China has always been cagey about many details of how their government operates — even minutiae like the birthday of Chinese President Xi Jinping is classified.
But the AidData research lab at the College of William & Mary, along with Harvard University and the German University of Heidelberg, have cooperated to painstakingly backtrace Chinese foreign aid and get a sense of how China spends their money abroad. AidData gathered this information by tracking news reports, embassy documents and foreign aid reports from non-China countries.
“We think the methodology has revealed the known knowable universe,” AidData chief researcher Brad Parks told the BBC. “If the Chinese government really wants to conceal something, we won’t necessarily pick it up.”

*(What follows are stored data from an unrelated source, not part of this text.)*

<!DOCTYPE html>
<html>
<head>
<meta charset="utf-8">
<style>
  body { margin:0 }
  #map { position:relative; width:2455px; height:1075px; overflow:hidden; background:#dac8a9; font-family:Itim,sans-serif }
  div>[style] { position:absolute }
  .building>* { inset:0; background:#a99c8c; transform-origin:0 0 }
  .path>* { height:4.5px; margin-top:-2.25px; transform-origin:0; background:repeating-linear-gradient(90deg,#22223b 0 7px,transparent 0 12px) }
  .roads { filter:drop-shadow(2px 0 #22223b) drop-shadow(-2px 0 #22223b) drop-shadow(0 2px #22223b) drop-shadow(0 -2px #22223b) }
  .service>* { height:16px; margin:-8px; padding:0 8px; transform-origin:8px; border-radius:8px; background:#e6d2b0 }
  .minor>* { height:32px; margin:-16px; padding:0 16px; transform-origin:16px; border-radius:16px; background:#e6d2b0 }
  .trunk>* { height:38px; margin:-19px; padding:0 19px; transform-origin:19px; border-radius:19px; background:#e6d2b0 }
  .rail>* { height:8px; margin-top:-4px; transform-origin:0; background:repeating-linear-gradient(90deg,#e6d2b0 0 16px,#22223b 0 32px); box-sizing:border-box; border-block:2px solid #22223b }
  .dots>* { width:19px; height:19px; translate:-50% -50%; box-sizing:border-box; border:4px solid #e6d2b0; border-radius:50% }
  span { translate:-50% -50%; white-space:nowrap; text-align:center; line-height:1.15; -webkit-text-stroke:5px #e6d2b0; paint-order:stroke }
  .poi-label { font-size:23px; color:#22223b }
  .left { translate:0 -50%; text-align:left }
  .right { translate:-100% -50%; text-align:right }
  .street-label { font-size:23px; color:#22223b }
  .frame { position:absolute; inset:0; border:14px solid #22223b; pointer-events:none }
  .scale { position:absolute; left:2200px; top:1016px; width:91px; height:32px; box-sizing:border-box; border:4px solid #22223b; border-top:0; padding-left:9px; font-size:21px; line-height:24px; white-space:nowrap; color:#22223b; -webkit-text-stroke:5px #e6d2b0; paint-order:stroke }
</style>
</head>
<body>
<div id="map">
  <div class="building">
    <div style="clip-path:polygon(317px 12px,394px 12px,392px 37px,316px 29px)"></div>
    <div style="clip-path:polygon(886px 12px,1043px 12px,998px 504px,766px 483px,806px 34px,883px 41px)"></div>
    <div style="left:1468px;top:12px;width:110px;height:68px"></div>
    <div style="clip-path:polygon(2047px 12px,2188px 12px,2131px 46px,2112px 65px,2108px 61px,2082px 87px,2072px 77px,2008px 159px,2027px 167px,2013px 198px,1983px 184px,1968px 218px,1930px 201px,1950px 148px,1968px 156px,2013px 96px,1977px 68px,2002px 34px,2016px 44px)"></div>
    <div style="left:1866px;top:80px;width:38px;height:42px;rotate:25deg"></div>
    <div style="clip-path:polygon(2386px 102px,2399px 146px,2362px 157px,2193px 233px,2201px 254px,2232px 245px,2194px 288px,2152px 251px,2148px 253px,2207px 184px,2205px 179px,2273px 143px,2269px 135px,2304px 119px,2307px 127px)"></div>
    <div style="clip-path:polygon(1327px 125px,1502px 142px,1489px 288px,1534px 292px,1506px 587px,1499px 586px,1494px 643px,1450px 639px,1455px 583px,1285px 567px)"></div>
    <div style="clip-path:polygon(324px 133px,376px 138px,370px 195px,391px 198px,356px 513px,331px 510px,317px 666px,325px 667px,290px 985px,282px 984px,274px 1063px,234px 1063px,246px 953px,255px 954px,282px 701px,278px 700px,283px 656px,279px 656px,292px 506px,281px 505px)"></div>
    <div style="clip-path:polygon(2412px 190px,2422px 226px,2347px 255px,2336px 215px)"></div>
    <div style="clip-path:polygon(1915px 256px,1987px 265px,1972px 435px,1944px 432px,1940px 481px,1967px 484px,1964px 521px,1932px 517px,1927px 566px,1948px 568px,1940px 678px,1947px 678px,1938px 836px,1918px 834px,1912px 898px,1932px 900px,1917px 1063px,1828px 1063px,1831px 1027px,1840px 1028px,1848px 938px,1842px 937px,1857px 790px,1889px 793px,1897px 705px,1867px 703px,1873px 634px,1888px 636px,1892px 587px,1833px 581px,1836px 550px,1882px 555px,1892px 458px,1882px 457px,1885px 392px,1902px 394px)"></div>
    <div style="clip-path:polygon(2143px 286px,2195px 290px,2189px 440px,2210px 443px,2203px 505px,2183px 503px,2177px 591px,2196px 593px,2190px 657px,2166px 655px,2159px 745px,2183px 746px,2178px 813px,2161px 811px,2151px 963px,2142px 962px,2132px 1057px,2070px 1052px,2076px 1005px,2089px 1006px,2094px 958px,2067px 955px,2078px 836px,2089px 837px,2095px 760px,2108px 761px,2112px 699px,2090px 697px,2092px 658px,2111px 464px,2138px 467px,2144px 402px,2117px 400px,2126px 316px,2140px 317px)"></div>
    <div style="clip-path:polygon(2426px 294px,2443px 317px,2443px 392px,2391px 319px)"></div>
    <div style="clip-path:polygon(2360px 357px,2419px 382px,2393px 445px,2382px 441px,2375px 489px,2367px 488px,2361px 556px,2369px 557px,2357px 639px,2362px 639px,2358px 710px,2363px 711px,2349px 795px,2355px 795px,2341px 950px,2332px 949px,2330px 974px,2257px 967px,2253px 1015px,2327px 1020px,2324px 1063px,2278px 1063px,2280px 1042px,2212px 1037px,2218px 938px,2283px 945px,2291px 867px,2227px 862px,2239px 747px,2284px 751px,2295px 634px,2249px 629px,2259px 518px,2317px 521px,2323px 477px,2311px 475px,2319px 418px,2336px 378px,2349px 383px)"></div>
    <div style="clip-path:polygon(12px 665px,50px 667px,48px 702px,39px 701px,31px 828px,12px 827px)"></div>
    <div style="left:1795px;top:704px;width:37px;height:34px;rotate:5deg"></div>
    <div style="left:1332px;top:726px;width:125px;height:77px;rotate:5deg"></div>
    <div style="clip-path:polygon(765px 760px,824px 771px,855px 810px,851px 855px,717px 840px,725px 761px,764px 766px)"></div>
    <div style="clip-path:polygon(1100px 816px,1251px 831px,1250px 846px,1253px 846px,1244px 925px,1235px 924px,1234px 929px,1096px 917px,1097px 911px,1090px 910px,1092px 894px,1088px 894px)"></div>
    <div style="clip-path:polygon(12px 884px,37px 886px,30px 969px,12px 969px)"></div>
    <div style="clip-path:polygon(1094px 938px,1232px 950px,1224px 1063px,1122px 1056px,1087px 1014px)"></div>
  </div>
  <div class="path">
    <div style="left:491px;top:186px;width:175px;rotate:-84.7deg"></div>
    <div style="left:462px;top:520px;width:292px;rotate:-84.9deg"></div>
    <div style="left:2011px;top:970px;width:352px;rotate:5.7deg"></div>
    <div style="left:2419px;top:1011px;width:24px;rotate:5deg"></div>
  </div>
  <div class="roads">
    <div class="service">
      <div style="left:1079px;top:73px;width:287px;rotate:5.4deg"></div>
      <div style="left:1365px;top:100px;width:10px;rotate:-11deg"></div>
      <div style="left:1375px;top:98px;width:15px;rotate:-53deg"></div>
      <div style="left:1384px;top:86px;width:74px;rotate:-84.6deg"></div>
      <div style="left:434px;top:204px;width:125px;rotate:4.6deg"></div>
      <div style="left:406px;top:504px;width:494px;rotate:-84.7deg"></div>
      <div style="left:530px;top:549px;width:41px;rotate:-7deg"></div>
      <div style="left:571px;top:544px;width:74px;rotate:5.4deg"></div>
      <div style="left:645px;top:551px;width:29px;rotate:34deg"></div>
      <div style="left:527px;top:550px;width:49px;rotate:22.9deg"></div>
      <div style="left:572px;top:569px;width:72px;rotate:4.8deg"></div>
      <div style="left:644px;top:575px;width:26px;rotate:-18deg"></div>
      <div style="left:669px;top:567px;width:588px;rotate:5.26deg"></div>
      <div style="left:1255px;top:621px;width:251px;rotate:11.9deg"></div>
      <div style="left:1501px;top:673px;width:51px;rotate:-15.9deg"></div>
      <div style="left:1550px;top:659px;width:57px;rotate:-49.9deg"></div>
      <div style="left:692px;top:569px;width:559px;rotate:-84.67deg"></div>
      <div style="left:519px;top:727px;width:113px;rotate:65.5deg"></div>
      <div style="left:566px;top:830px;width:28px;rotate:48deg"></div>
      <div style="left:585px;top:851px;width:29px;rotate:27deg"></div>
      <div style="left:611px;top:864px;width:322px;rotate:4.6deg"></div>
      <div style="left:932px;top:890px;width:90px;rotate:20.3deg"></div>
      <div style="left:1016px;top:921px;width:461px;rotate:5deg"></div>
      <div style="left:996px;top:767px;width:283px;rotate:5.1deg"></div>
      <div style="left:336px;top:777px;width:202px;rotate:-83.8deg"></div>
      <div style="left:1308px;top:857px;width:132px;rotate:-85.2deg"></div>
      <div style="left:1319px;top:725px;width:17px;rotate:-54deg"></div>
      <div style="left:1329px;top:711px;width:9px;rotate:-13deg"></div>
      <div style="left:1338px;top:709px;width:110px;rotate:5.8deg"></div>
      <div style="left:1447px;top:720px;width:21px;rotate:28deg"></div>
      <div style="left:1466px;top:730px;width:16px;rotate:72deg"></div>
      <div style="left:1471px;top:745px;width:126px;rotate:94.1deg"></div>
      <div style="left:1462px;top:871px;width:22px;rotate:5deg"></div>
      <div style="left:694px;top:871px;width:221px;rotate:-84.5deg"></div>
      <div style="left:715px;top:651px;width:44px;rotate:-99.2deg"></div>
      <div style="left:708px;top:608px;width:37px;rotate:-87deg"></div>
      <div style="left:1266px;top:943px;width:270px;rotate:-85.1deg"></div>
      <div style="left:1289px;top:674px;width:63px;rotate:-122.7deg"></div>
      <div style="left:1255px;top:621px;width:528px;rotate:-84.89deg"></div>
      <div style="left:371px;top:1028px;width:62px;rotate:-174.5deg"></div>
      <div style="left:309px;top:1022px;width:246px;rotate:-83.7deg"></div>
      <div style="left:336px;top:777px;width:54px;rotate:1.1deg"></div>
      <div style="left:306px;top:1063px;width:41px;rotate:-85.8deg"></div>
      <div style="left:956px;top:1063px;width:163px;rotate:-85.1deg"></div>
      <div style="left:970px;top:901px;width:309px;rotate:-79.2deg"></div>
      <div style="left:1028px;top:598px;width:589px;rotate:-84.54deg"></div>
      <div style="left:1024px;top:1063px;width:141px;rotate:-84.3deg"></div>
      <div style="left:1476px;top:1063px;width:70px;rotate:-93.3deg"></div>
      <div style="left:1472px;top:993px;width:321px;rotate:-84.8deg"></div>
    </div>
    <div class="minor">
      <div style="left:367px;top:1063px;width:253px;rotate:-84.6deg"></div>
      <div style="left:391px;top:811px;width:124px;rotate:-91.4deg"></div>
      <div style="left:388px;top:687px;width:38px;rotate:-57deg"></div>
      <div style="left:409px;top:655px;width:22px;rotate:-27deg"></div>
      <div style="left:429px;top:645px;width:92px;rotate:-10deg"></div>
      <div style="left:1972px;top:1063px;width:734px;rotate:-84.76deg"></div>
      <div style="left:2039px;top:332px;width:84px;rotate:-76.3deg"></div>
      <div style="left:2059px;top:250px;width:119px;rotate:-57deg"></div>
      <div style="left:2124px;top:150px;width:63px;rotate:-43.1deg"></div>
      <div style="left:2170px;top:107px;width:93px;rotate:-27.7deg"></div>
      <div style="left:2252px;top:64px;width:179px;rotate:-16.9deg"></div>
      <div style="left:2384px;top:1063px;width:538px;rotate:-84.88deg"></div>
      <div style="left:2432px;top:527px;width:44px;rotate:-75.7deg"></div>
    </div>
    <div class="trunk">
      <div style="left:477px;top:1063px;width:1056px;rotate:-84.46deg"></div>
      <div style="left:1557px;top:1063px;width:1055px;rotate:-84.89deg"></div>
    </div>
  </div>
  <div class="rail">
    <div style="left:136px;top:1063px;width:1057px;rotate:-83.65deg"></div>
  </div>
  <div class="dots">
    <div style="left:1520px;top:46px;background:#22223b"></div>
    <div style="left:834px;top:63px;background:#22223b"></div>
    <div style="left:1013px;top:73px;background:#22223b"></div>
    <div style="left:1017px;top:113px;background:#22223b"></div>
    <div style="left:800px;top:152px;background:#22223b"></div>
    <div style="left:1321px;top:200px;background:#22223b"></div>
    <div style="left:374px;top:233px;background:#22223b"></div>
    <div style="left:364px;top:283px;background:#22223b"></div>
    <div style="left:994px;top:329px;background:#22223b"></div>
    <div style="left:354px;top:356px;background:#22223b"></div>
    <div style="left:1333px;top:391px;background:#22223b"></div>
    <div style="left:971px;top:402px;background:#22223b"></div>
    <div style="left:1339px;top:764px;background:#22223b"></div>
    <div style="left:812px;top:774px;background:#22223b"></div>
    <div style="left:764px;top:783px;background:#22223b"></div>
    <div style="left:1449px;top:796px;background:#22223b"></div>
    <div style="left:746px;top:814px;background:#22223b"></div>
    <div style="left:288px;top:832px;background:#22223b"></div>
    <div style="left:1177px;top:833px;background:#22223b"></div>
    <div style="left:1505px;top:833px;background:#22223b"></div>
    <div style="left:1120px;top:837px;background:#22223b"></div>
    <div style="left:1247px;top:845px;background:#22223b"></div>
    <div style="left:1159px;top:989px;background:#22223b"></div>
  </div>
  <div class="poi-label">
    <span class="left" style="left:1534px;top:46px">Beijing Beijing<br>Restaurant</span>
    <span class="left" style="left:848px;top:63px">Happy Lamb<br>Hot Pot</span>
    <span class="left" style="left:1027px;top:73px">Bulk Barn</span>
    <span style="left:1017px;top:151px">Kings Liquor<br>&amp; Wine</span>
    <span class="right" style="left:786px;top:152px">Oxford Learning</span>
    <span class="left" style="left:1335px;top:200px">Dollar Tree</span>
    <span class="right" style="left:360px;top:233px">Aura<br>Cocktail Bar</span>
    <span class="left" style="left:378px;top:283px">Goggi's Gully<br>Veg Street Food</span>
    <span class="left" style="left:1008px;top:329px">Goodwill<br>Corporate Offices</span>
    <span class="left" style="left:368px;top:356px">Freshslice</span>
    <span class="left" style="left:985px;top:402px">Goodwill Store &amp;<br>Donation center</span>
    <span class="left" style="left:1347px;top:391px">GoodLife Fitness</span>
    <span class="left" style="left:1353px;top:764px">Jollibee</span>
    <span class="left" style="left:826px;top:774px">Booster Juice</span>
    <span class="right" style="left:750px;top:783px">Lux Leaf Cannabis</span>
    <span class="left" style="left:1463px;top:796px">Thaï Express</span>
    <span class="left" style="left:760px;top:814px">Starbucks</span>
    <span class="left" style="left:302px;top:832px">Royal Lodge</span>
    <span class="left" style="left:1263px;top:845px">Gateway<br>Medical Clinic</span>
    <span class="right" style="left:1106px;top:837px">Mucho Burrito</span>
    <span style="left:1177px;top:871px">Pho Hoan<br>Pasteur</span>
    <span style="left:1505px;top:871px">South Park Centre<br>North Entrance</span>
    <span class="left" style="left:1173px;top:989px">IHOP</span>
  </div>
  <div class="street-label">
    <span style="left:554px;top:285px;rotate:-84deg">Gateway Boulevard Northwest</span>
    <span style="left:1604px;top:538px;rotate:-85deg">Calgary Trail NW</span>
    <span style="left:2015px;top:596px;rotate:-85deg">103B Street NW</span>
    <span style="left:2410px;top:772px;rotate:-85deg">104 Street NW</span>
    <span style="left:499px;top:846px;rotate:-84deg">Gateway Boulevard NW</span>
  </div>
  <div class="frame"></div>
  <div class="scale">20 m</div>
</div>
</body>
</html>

They found that between 2000 and 2014, China spent an estimated $362 billion across 5,000 projects in 140 countries. The majority of the aid goes to Africa (just like the US), but other major aid recipients include countries around China’s borders like Bangladesh, Cambodia, Kyrgyzstan, Nepal, Pakistan and Sri Lanka. Other key recipients are Bolivia, Costa Rica, Cuba, Indonesia, Macedonia, Montenegro and Serbia.
In 2014, their largest aid recipient was Russia, which got $36.6 billion — mostly to support Russian oil and natural gas, two industries that China relies on exports for.
At a glance, the US and China have very similar aid habits. The US spent $399 billion in the same period, and most of it also went to African countries or countries near China. But while the amounts and the recipients are similar, according to Parks, the two powers have spent “those budgets in radically different ways. And the different compositions of those portfolios have far-reaching consequences.”
Seventy-nine percent of Chinese aid isn’t aid at all: it’s commercial loans that Beijing expects to be repaid with interest. Only about seven percent of US loans fit that definition, with the remaining 93 percent being “traditional aid” that isn’t meant to be repaid, or repaid at rates far below market. China’s money is meant to become an “attractive economic return,” according to Parks, rather than a political gesture of deep-pocketed goodwill like their American counterpart.
That’s not to say China’s foreign aid loans are exploitative: Parks says that most of the loans were “substantially” beneficial for the recipient nation. He explained that the US and other wealthy Western countries often offered loans to developing nations during the Cold War. However, these developing countries tended to default on these loans rather than pay them back, leading the US bloc to stop offering them. Western aid was also frequently tied to economic restructuring packages, directing recipients to reshape their economies to better embody “market-based principles,” sometimes in ways contrary to the democratically expressed wills of their peoples.
“There was a shared principle that we should not be offering market-rate loans to developing countries,” Brad Parks says. “And now, here comes China, enter stage left. They’re not part of that coalition. They haven’t been socialized to that principle and they’re very willing and able to provide loans near or at market rate. Increasingly, countries that don’t want to go the [International Monetary Fund] for a bailout when they’re in trouble, they will go to China instead.”
Frequently, countries that are autocratic, West-unfriendly, or operate a centralized economy are denied loans from the IMF and the World Bank (which are heavily influenced by Western powers). This has caused such countries such as Cambodia, to instead turn to China for economic assistance, who generally lacks such concerns apart from ability to repay the loan.
China may someday run into the same issues that the Americans did in the 90s: that their creditors can’t pay them back. “If and when that point of reckoning occurs, then perhaps Beijing will revisit how it structures these loans,” Parks commented. In the summer of 2017, China forgave the heavy debt Sri Lanka owed them in exchange for Colombo allowing a Beijing-owned consortium to build an economically advantageous port in the south of the island nation.
Of course, no discussion of Chinese foreign aid is complete without a mention of North Korea, China’s oft-maligned neighbor. AidData was only able to find 17 Chinese projects to North Korea worth $210 million in that 14-year window — small potatoes.
However, Parks called North Korea “an informational black hole,” adding that the mutual secrecy of the two People’s Republics made it difficult to assess exactly what sort of economic assistance Beijing provides Pyongyang.